Given the Set data set of a Chess Tournament Result I will create an R Markdown file that generates a .CSV file with the following information for all of the players: Player’s Name, Player’s State, Total Number of Points, Player’s Pre-Rating, and Average Opponents ELO.
library(tidyverse)
## ── Attaching packages ─────────────────────────────────────── tidyverse 1.3.2 ──
## ✔ ggplot2 3.4.0 ✔ purrr 1.0.0
## ✔ tibble 3.1.8 ✔ dplyr 1.0.10
## ✔ tidyr 1.2.1 ✔ stringr 1.5.0
## ✔ readr 2.1.3 ✔ forcats 0.5.2
## ── Conflicts ────────────────────────────────────────── tidyverse_conflicts() ──
## ✖ dplyr::filter() masks stats::filter()

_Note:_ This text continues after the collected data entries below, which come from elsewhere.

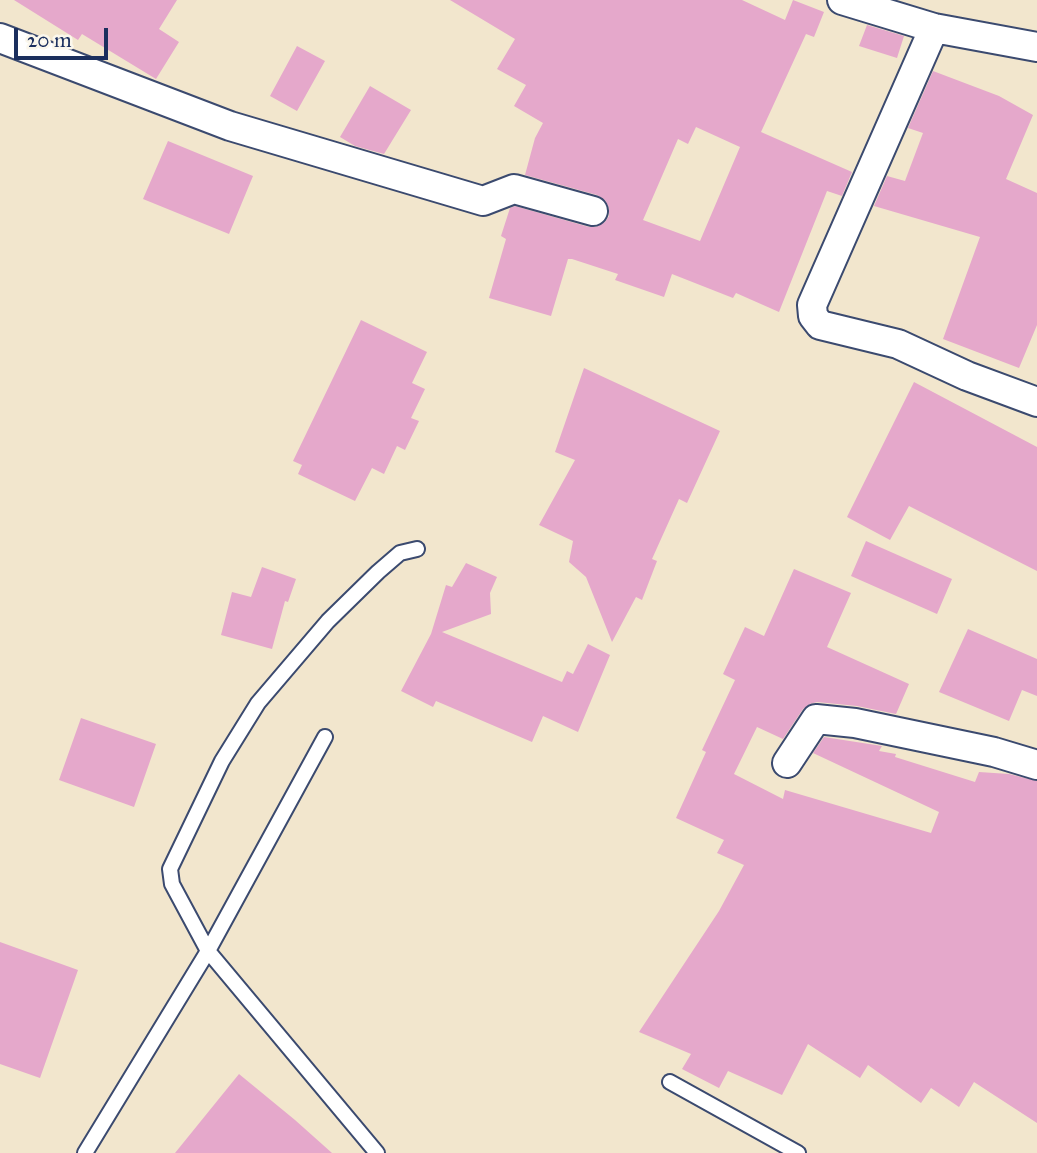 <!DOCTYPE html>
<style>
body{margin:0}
#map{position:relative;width:1037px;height:1153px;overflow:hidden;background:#f2e6cd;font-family:"IM FELL Great Primer",serif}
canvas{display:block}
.scale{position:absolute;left:14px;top:28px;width:94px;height:32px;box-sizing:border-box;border:4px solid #1b2f5e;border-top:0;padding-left:9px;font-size:21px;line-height:24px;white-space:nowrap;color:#1b2f5e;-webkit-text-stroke:5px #fbf7ec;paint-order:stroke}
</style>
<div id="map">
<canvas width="1037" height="1153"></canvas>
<div class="scale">20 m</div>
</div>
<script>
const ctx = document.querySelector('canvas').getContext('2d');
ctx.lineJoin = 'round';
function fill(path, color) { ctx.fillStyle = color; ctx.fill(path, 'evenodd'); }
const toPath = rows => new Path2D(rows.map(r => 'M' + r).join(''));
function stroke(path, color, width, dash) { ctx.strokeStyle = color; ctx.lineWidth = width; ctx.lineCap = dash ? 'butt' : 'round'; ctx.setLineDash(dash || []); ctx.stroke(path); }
const building = toPath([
 [14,0,177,0,159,29,179,42,156,79,82,34,78,40],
 [450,0,742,0,785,20,793,0,824,12,814,37,806,34,761,132,852,172,842,196,827,191,779,312,736,293,733,298,672,274,664,297,615,280,618,274,572,259,568,259,551,316,489,298,506,239,501,236,510,208,515,206,589,227,596,227,605,222,609,216,609,208,605,200,597,195,525,175,535,138,543,123,514,106,526,85,497,69,515,39],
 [696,127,740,147,700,241,643,220,678,139,688,144],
 [867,25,904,36,897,58,859,46],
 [297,46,325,61,297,111,270,96],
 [933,71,999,96,1033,115,1006,179,1037,193,1037,325,1019,368,943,339,980,237,874,206,887,176,905,181,923,133,908,128],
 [370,86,411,110,384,154,355,146,340,137],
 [168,141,253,176,229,234,143,199],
 [361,320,427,352,412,383,425,389,411,418,419,421,405,450,397,446,384,474,372,468,355,501,298,474,302,465,293,461],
 [584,368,720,431,687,503,679,499,652,559,657,561,642,600,636,597,612,642,586,577,569,562,573,541,539,525,575,460,555,452],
 [914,382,1037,447,1037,571,909,506,890,540,847,517],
 [866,541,952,579,937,614,851,576],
 [466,563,497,577,490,593,491,614,442,632,562,682,567,671,573,674,588,644,610,655,578,732,543,716,532,742,436,701,433,707,401,691,431,634,446,585,452,587],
 [262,567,296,579,288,602,285,601,272,649,221,635,232,592,251,597],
 [794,569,851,593,827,647,909,684,896,714,857,706,817,702,810,704,803,709,783,739,757,727,734,774,783,799,785,790,931,833,939,812,813,753,824,737,882,746,879,751,896,754,895,757,975,782,979,772,1009,774,1037,781,1037,1123,974,1082,959,1107,931,1088,921,1103,868,1065,860,1078,808,1044,782,1095,728,1071,719,1088,682,1069,691,1054,639,1032,719,911,744,865,717,853,724,840,676,818,706,752,702,750,735,680,723,674,745,627,764,636],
 [968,629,1037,659,1037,696,1022,690,1009,721,939,692],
 [81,718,156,744,134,807,59,780],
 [0,942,78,970,40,1078,0,1064],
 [239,1074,295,1120,332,1153,175,1153]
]);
const lane = toPath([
 [670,1082,798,1153],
 [85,1153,208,951,325,737],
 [377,1153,208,951,172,884,170,869,222,761,258,703,328,621,378,572,400,553,417,549]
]);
const street = toPath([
 [842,0,934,28,1037,47],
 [934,28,812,305,813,316,820,325,898,344,967,376,1037,402],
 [0,38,230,126,483,201,514,189,593,211],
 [787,763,816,719,855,723,994,752,1037,765]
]);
fill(building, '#e5a8cb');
stroke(lane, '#3b4a6f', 18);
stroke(street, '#3b4a6f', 32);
stroke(lane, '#fff', 14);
stroke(street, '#fff', 28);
</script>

## ✖ dplyr::lag() masks stats::lag()
First Step is to import the .txt file into Rstudio, for futher practice I uploaded the given data set into Github. Since the main focus of this project is to use Regular Expression thats how most if not all the data will be transfered and cleaned. Initally we see that the .txt file imported into a messy string so for the following Desired Columns and information the following regular expression statements can be shown.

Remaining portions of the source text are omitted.